Page 109 - E-KLIPING KETENAGAKERJAAN 18 AGUSTUS 2021
P. 109
RUU PERLINDUNGAN PRT DIDESAK SEGERA DISAHKAN SETELAH 17 TAHUN
MANDEK
Sejumlah aktivis dan praktisi mendesak Dewan Perwakilan Rakyat RI segera mengesahkan
Rancangan Undang-Undang Perlindungan Pekerja Rumah Tangga (RUU Perlindungan PRT)
mengingat pembahasan RUU itu telah mandek selama 17 tahun.
Pengesahan terhadap RUU Perlindungan PRT penting, karena itu merupakan bentuk pengakuan
negara terhadap profesi pekerja rumah tangga sekaligus jadi dasar hukum untuk melindungi
hak-hak PRT sebagai pekerja, kata beberapa pembicara pada acara diskusi virtual yang digelar
oleh Lembaga Bantuan Hukum (LBH) Jakarta, Selasa.
“Selama ini negara tidak hadir sama sekali dalam kehidupan bekerja pekerja rumah tangga,
(padahal itu) diamanahkan Pancasila dan Undang-Undang Dasar 1945, dan untuk itu, selama ini
Jala PRT sudah memperjuangkan perlindungan terhadap pekerja rumah tangga lewat advokasi
RUU Perlindungan PRT ke DPR sejak 2004,” kata Aktivis Jaringan Nasional Advokasi Pekerja
Rumah Tangga (Jala PRT) Yuni Sri Rahayu saat acara diskusi tersebut.
Ia menyebut sejak 2004 sampai 2021, RUU Perlindungan PRT telah beberapa kali masuk dalam
daftar program legislasi nasional (prolegnas), namuntidak menjadi prioritas dibahas dan
disahkan oleh DPR RI.
Walaupun demikian, ia tetap berharap masuknya RUU Perlindungan PRT dalam daftar prolegnas
prioritas 2021 dapat jadi pembuka jalan RUU itu masuk dalam pembahasan rapat paripurna DPR
RI.
Dalam kesempatan itu, ia menyampaikan para pekerja rumah tangga masih mendapat perlakuan
diskriminatif dan rentan jadi korban kekerasan fisik, psikis, seksual, dan kekerasan ekonomi.

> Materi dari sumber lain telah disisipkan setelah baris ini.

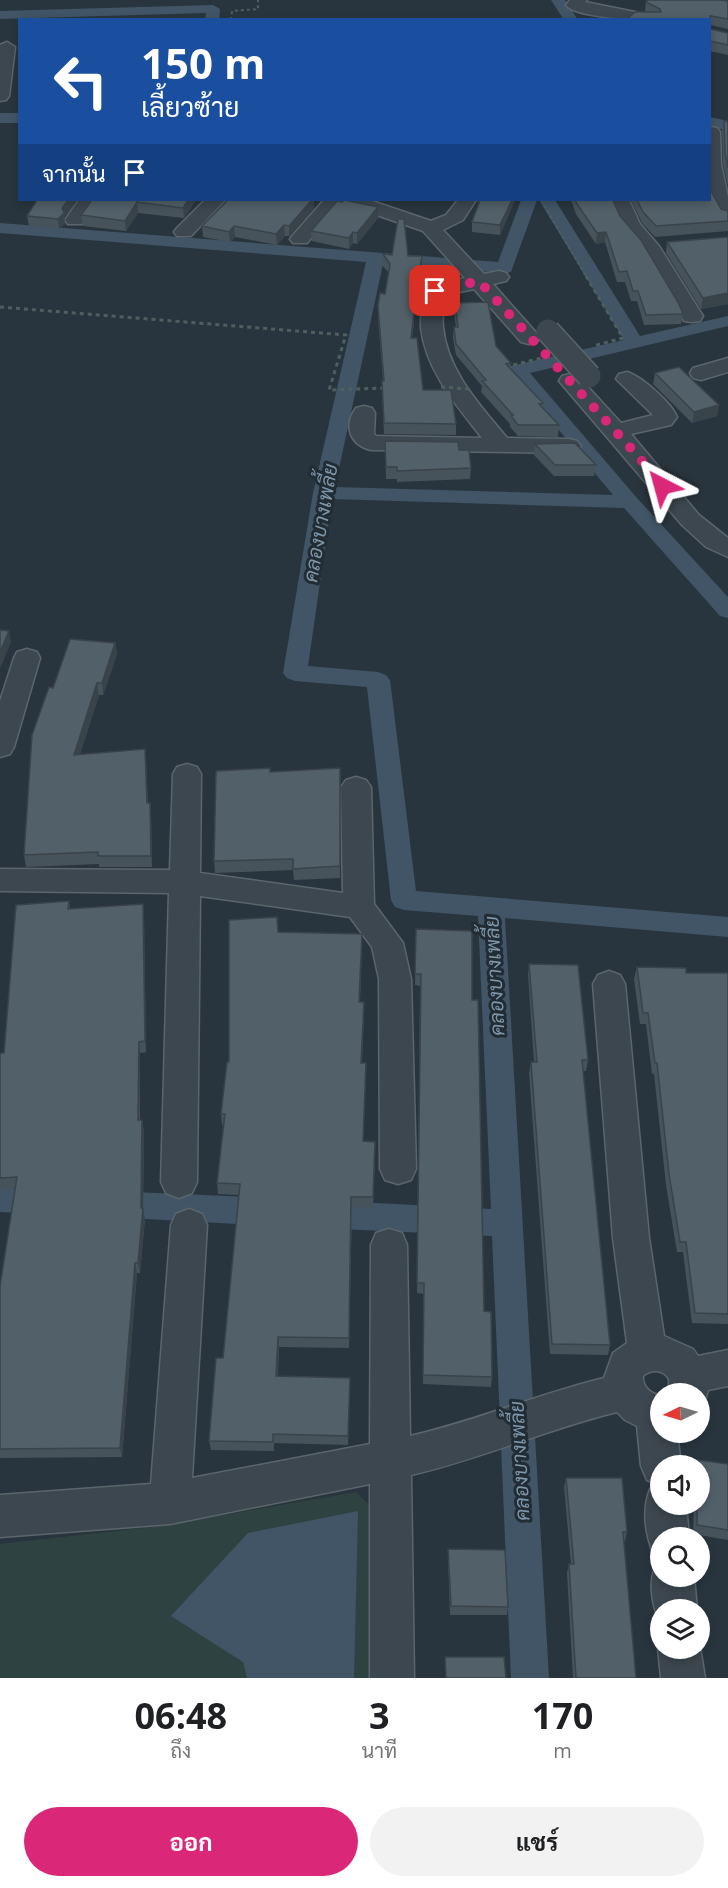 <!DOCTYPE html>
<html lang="th">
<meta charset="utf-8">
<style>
:root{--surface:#fff;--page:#f2f2f2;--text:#202124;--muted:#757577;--accent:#db2777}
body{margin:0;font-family:"Open Sans",Sarabun,sans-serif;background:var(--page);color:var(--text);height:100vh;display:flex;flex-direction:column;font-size:22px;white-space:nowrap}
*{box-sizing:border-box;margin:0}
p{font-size:20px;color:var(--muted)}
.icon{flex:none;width:33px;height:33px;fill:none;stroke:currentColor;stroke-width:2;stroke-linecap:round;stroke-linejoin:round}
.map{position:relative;height:1678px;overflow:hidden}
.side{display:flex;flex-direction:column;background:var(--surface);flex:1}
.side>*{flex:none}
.top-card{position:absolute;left:18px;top:18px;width:693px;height:183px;border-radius:0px;box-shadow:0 3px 9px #0003;background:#1a4fa0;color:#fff;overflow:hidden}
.needle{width:39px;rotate:265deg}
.tools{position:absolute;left:650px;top:1383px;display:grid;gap:12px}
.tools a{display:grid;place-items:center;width:60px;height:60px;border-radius:50%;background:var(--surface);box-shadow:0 3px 9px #0003;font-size:30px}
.pin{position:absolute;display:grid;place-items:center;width:51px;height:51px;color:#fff;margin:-26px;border-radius:12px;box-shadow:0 3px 9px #0006}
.me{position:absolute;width:66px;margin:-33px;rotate:321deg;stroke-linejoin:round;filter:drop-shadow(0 0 4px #0008)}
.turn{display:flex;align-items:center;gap:21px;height:126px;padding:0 24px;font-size:27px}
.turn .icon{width:78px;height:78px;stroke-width:2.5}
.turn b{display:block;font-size:42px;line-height:51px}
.then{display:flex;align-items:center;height:57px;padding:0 24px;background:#0003;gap:12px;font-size:22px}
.eta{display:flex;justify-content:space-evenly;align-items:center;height:102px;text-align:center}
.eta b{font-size:36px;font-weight:700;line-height:42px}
.cta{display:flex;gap:12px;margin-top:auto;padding:12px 24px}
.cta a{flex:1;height:69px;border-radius:36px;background:var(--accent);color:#fff;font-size:24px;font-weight:700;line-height:69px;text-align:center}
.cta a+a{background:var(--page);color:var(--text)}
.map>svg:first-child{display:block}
.green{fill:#2e4341}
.water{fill:#415566}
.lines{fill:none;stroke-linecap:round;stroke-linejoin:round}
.canal{fill:#415566;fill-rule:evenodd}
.street-casing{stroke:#5b656c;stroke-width:3}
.path-far1{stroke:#4d605f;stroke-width:2;stroke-dasharray:3 3;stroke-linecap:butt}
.path{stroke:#4d605f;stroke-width:3;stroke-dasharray:4 4;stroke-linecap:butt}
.street{fill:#3d474f;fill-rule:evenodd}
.street-bridge-casing{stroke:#5b656c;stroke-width:26;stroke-linecap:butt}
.path-bridge{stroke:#4d605f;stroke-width:3;stroke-dasharray:4 4;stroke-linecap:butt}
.street-bridge{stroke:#3d474f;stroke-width:23}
.wall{fill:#47535a}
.shaded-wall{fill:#39434a}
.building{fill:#526069;stroke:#39434a;stroke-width:1.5}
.route{stroke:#db2777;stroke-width:10;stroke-dasharray:0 18}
.labels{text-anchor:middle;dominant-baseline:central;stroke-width:6;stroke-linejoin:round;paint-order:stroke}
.water-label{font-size:20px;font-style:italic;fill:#7e96a9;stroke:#222c34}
</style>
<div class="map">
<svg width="728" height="1678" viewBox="0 0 728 1678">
<rect width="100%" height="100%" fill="#29353e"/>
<path class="green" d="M 356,1492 L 373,1509 L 373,1678 L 0,1678 L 0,1544 L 161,1526 Z"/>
<path class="water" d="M 358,1511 L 354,1678 L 247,1678 L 243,1662 L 171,1616 L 248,1533 Z"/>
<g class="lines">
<path class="canal" d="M 551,0 L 565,0 L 578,20 L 564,20 Z
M 213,5 L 220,9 L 219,20 L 205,20 L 206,13 L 0,19 L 0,11 Z
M 0,113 L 20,113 L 20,123 L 0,123 Z
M 710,117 L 728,121 L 728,131 L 710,126 Z
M 521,200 L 537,200 L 511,272 L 505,273 L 383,264 L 335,487 L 613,495 L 509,370 L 511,366 L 624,340 L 539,200 L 555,200 L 640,336 L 728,316 L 728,326 L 530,373 L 637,498 L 728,597 L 728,618 L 720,616 L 624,508 L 332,499 L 308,666 L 378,672 L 386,675 L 390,680 L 416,891 L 728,917 L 728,937 L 505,918 L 549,1678 L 511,1678 L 492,1236 L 318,1228 L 307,1224 L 303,1214 L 307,1204 L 318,1200 L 491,1209 L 478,916 L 404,910 L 395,907 L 391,900 L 367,687 L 295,681 L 287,678 L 283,673 L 313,493 L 366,262 L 0,233 L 0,223 L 498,262 Z
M 0,1186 L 48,1188 L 59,1192 L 63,1201 L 59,1210 L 48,1214 L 0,1212 Z
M 109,1191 L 273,1198 L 284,1202 L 288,1212 L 284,1222 L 273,1226 L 109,1217 L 98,1214 L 94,1204 L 98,1194 Z"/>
<defs>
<path id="street" d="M 570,0 L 587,0 L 585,2 L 650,15 L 658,20 C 640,20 576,18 566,5 Z
M 7,42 L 15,47 L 9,96 L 6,100 L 0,101 L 0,45 Z
M 710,127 L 717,128 L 720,132 L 721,164 L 728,197 L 728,220 L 721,218 L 710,199 Z
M 79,200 L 98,200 L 82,224 L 68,224 L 65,220 Z
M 205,200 L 225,200 L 191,236 L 177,236 L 174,232 L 177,228 Z
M 324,200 L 369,200 L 431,221 L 446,215 L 458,200 L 476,200 L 463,220 L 443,230 L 484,274 L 499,271 L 506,273 L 509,277 L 506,281 L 493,284 L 540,337 L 537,342 L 529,344 L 521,342 L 474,289 L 445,295 C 444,306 442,317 443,327 C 447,371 481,406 507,438 L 569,439 L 577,441 L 581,446 L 577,451 L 569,453 L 371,450 C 350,445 343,426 356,408 L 364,406 L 372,408 L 375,413 L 374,434 L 376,436 L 482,438 C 457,406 426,371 421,328 C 420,316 423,303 425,291 L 428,287 L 465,278 L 423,231 L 345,204 L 343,201 L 307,243 L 293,243 L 290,239 L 293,235 Z
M 611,200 L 629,200 L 640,224 L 659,246 L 703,316 L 700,321 L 692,322 L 684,321 L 641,249 L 621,226 Z
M 728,358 L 728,372 L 701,380 L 693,378 L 690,373 L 693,368 Z
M 627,372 C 641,376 672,403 677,417 L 671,425 L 631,434 L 699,515 L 728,538 L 728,557 L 706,547 L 682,525 L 559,381 L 562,376 L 570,374 L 578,376 L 621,423 L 653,415 L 616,379 L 619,374 Z
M 27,649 L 37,652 L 40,658 L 14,747 L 10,754 L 0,757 L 0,701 L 14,658 L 17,652 Z
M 187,764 L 197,767 L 201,774 L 200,873 L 343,893 L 341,787 L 346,780 L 356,777 L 366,780 L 371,787 L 374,904 L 403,943 L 411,979 L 416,1169 L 411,1180 L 398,1184 L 385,1180 L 380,1169 L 379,979 L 372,947 L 350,917 L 200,896 L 197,1182 L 192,1193 L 179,1198 L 166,1193 L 161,1182 L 169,893 L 0,891 L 0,869 L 170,870 L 173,774 L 177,767 Z
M 609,971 L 620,975 L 625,984 L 649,1238 L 664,1336 L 693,1349 L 698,1356 L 728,1350 L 728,1386 L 708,1390 L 703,1407 L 699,1409 L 699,1394 L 669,1394 L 669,1379 C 663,1369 651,1369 643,1376 C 642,1386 650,1394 660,1395 L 660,1432 L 677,1432 L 681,1466 L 660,1466 L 660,1485 L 647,1480 L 641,1466 L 637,1426 L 625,1420 L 617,1412 C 547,1429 481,1459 411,1475 L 414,1678 L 370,1678 L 370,1484 L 170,1524 L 0,1537 L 0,1495 L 151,1484 L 171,1225 L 176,1214 L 189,1209 L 202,1214 L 207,1225 L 192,1478 L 370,1444 L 371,1245 L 376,1233 L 389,1229 L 402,1233 L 407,1245 L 410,1436 C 476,1421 538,1394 604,1378 L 613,1353 L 627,1343 L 613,1238 L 593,984 L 598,975 Z
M 660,1486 L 660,1504 L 686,1504 L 689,1538 L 660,1538 L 660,1555 L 653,1553 C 645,1532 642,1510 650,1489 Z
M 660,1560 L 660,1576 L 694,1576 L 697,1610 L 660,1610 L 660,1623 C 652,1605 646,1576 660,1560 Z
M 699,1641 L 705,1678 L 661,1678 L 658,1648 L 660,1644 L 660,1648 L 699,1648 Z"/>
</defs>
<use href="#street" class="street-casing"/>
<path class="path-far1" d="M 231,20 L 232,11 L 258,9 L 258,0
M 541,200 L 587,278"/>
<path class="path" d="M 586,276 L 623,338 L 593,346
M 0,307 L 346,335 L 329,390 L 386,388
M 511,369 L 509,366 L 542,358"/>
<use href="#street" class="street"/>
<defs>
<path id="street-bridge" d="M 548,331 L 589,376"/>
</defs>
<use href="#street-bridge" class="street-bridge-casing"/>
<path class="path-bridge" d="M 441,387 L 469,389"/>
<use href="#street-bridge" class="street-bridge"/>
</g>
<path class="wall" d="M 728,1 L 728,29 L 710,25 L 710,29 L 728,33 L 728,55 L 710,51 L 710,20 L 645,12 L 646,2 Z
M 724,121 L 728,122 L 728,186 L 723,164 L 722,131 Z
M 37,200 L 78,200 L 64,217 L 65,224 L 59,229 L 29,226 L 27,216 Z
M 92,200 L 196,200 L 184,218 L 138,213 L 126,231 L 83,226 L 81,215 Z
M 228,200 L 314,200 L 314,208 L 289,236 L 285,236 L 277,245 L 235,237 L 230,242 L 203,237 L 202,226 Z
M 477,200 L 515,200 L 500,235 L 472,232 L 472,222 L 479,202 L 477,202 Z
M 571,200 L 613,200 L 620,216 L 683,314 L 681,324 L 644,325 L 637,301 L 631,301 L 625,282 L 617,282 L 605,242 L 596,244 L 576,214 Z
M 631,200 L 710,200 L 721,209 L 728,211 L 728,231 L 655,237 L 642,223 Z
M 378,218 L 357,244 L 353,243 L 349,249 L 312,241 L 311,231 Z
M 728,237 L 728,304 L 701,309 L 666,253 L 667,242 Z
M 383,254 L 422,256 L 422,267 L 416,306 L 413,302 L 414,323 L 412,338 L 423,390 L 456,424 L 456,435 L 384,434 L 382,392 L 382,381 L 383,381 L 378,317 L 378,306 L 385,294 L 389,273 L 382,265 Z
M 455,303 L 496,346 L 511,363 L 510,368 L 543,408 L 559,425 L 558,437 L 518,436 L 510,427 L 510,424 L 481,392 L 482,386 L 456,355 L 453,338 L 454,327 L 456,327 L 454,314 Z
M 655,373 L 719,405 L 717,416 L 692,423 L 653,384 Z
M 385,441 L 459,450 L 471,468 L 470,479 L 397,482 L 397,479 L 386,479 Z
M 535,444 L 596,465 L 594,476 L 554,476 L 534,455 Z
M 115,643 L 117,654 L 103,695 L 99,695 L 80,754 L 146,761 L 148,803 L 150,803 L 151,814 L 152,867 L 99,867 L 99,864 L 26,867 L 24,855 L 53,688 Z
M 340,768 L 340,878 L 294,880 L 293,870 L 215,873 L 214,861 L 270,772 Z
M 69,901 L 70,909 L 144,915 L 146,1052 L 140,1053 L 140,1120 L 144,1131 L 143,1208 L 145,1219 L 140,1273 L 137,1273 L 122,1457 L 0,1458 L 0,1286 L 15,1188 L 0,1189 L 0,1053 L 4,1053 Z
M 416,929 L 472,1000 L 484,1311 L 492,1377 L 491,1387 L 423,1384 L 424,1294 L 417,1293 L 420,986 L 415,985 Z
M 278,932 L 362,945 L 360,1002 L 364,1013 L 362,1063 L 366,1074 L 363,1141 L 375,1152 L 373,1208 L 352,1207 L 349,1348 L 279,1347 L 278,1376 L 350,1378 L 348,1445 L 274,1443 L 274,1451 L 211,1450 L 209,1441 L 223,1358 L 239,1195 L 218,1194 L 217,1183 L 223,1125 L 222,1125 L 221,1114 L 229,1062 Z
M 529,964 L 588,1060 L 586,1071 L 583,1071 L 610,1345 L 608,1355 L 550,1354 L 529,1073 L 531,1062 L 534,1062 L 528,975 Z
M 637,967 L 686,973 L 728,973 L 728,1324 L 692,1323 L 683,1252 L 677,1252 L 666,1185 L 654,1074 L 652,1074 L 646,1024 L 640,1024 L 634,979 Z
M 698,1460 L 728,1464 L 728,1540 L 693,1534 L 694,1504 L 699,1504 L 699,1466 L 696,1466 Z
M 566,1478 L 627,1532 L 625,1541 L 623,1541 L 636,1678 L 573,1678 L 567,1573 L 569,1564 L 571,1564 L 564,1487 Z
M 448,1549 L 508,1607 L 507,1615 L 450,1615 L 448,1558 Z"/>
<path class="shaded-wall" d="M 68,200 L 78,200 L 64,217 L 65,224 L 59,229 L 58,219 L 62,208 Z
M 188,200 L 196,200 L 184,218 L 183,208 Z
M 312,200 L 314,200 L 314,208 L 289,236 L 289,226 Z
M 512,200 L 515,200 L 500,235 L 500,225 Z
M 137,202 L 138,213 L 126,231 L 125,221 Z
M 378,207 L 378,218 L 357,244 L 357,233 Z
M 284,225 L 285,236 L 277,245 L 276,234 Z
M 234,226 L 235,237 L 230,242 L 229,232 Z
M 353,232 L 353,243 L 349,249 L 349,238 Z
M 606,232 L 605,242 L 596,244 L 597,233 Z
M 422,256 L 422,267 L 416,306 L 416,295 Z
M 728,293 L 728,304 L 701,309 L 703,298 Z
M 414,312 L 414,323 L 410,349 L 411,338 Z
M 719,405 L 717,416 L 692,423 L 694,412 Z
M 9,631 L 11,642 L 0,669 L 0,652 Z
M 115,643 L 117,654 L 103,695 L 102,683 Z
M 97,683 L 99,695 L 76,766 L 74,755 Z
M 145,749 L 146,761 L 148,814 L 147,803 Z
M 150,803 L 151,814 L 152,867 L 151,856 Z
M 143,904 L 144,915 L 146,1052 L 145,1041 Z
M 139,1042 L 140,1053 L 139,1131 L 138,1120 Z
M 142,1120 L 144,1131 L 143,1211 L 143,1208 L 145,1219 L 140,1273 L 138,1263 L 141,1208 Z
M 135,1263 L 137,1273 L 122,1457 L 120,1448 Z
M 278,1337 L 279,1347 L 277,1386 L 276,1376 Z"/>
<path class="building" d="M 648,0 L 720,0 L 728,1 L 728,19 L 710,16 L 710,29 L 728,33 L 728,45 L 710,41 L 710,20 L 626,20 L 635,12 L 661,12 L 660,9 L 646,2 Z
M 724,121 L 728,122 L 728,168 L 725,153 Z
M 710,189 L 721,209 L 728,211 L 728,221 L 656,226 L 643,212 L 637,200 L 710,200 Z
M 37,200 L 68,200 L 62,208 L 64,213 L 58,219 L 27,216 Z
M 92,200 L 188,200 L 183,208 L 137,202 L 125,221 L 81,215 Z
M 228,200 L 312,200 L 289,226 L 284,225 L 276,234 L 234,226 L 229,232 L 202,226 Z
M 344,200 L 378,207 L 357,233 L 353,232 L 349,238 L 311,231 L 337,201 L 342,202 Z
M 480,200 L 512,200 L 500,225 L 472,222 Z
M 575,200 L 613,200 L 620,216 L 641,240 L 679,304 L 683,314 L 646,315 L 638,291 L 633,291 L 627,271 L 619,272 L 606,232 L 597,233 L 577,204 Z
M 398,219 L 404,219 L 408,256 L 422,256 L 416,295 L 411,289 L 414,312 L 411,338 L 417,338 L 423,390 L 451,390 L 456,424 L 384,423 L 382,381 L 384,381 L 378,306 L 380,293 L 385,294 L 390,264 L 383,254 L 392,255 Z
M 728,237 L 728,293 L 703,298 L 667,242 Z
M 488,302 L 496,346 L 511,363 L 506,364 L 543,403 L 539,404 L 559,425 L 518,425 L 511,416 L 513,415 L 482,381 L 486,380 L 456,344 L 454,327 L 458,327 L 455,303 Z
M 679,367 L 719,405 L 694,412 L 655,373 Z
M 385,441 L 458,442 L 459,450 L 469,450 L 471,468 L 397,471 L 397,467 L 386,467 Z
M 575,443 L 596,465 L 555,465 L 535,444 Z
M 0,630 L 9,631 L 0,652 Z
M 70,639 L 115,643 L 102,683 L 97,683 L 74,755 L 145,749 L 147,803 L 150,803 L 151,856 L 98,856 L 98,852 L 24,855 L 32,735 L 49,687 L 53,688 Z
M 270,768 L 270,772 L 340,768 L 340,866 L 293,869 L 293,859 L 214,861 L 216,771 Z
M 69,901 L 68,909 L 143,904 L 145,1041 L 139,1042 L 138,1120 L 142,1120 L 141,1208 L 143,1208 L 138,1263 L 135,1263 L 120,1448 L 0,1449 L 0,1286 L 17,1177 L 0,1178 L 0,1053 L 4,1053 L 16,905 Z
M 277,917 L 278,932 L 362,934 L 359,1002 L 364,1002 L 361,1063 L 366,1063 L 363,1141 L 375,1142 L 373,1197 L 351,1197 L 349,1338 L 278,1337 L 276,1376 L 350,1378 L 348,1436 L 273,1434 L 273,1442 L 209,1441 L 216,1358 L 223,1358 L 240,1184 L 217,1183 L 225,1114 L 221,1114 L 227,1062 L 229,1062 L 229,920 Z
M 416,929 L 472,931 L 472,1000 L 478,1000 L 484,1311 L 491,1312 L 492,1377 L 423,1375 L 424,1283 L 417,1283 L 421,974 L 415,974 Z
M 529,964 L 578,965 L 588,1060 L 582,1060 L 610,1345 L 552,1344 L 531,1062 L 537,1062 Z
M 637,967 L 686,968 L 686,973 L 728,973 L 728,1314 L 695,1313 L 686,1242 L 680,1242 L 669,1174 L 657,1063 L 655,1063 L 648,1013 L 643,1013 Z
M 698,1460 L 728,1464 L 728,1530 L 697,1525 L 697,1504 L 699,1504 L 699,1466 L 698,1466 Z
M 566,1478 L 622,1478 L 627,1532 L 623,1532 L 636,1678 L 576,1678 L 569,1564 L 574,1564 Z
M 448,1549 L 505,1550 L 508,1607 L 451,1606 Z
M 445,1657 L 504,1657 L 506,1678 L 446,1678 Z"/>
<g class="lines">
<path class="route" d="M 435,291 L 479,281 L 637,455 L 662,486"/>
</g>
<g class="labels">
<g class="water-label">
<text transform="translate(320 523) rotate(-80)">คลองบางเพลี้ย</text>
<text transform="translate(494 976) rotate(-93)">คลองบางเพลี้ย</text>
<text transform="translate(519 1461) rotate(-93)">คลองบางเพลี้ย</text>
</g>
</g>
</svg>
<div class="tools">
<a><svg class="needle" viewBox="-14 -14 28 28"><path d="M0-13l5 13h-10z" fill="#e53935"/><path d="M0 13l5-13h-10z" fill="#757577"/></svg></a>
<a><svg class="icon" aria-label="sound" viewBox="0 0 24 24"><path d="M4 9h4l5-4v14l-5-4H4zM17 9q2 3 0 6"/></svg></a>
<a><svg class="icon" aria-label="search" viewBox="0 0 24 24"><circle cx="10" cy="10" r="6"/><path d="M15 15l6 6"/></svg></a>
<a><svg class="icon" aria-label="layers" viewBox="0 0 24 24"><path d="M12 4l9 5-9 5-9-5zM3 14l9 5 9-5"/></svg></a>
</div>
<div class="pin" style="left:435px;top:291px;background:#d93025"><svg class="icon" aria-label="arrive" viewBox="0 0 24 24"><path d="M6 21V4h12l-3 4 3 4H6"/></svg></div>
<svg class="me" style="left:662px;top:486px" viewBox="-20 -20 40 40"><path d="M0-17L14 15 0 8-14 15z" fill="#db2777" stroke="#fff" stroke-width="4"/></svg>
<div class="top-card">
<div class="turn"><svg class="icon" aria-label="left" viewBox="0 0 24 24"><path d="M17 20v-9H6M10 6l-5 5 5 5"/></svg><div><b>150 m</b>เลี้ยวซ้าย</div></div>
<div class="then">จากนั้น<svg class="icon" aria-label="arrive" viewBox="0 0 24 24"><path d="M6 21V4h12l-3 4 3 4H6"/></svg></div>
</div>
</div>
<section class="side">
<div class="eta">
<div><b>06:48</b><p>ถึง</p></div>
<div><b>3</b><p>นาที</p></div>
<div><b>170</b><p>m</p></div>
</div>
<div class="cta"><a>ออก</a><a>แชร์</a></div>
</section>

“Dengan tempat kerja yang terisolasi, para PRT juga rentan jadi korban perdagangan manusia,”
sebut Yuni.
Jala PRT pada kurun waktu Januari 2018 sampai April 2019 telah menerima 3.257 laporan dan
aduan kekerasan yang dialami oleh para PRT.
“Kasus kekerasan PRT yang dilaporkan termasuk upah yang tidak dibayar, PHK (pemutusan
hubungan kerja, Red.) menjelang hari raya, dan THR yang tidak dibayar,” sebut Yuni.
Sementara itu, hasil survei yang dilakukan oleh Jala PRT terkait jaminan sosial untuk pekerja
rumah tangga menunjukkan 89 persen dari 4.843 PRT di tujuh kota tidak mendapat jaminan
kesehatan atau menjadi peserta Jaminan Kesehatan Nasional (JKN) atau Kartu Indonesia Sehat
(KIS).
“Meskipun ada program penerima bantuan atau KIS, PRT mengalami kesulitan mengakses
program tersebut, karena itu bergantung dari (persetujuan) aparat lokal untuk menetapkan
(PRT) sebagai warga miskin,” terang Yuni.
Alhasil, mayoritas PRT terpaksa membayar sendiri biaya pengobatannya, sehingga banyak dari
mereka terpaksa berutang dengan majikan/pemberi kerja, kata dia menjelaskan.
Sementara itu, Komisioner Komisi Nasional Anti Kekerasan terhadap Perempuan (Komnas
Perempuan) Theresia Iswarini menyampaikan peringatan HUT ke-76 Republik Indonesia dapat
jadi momentum bagi para pengambil kebijakan untuk mengesahkan RUU Perlindungan PRT.
Ia menjelaskan para pekerja rumah tangga sebagai kelompok terpinggirkan dan rentan sudah
seharusnya mendapat perlindungan dan pengakuan atas profesinya.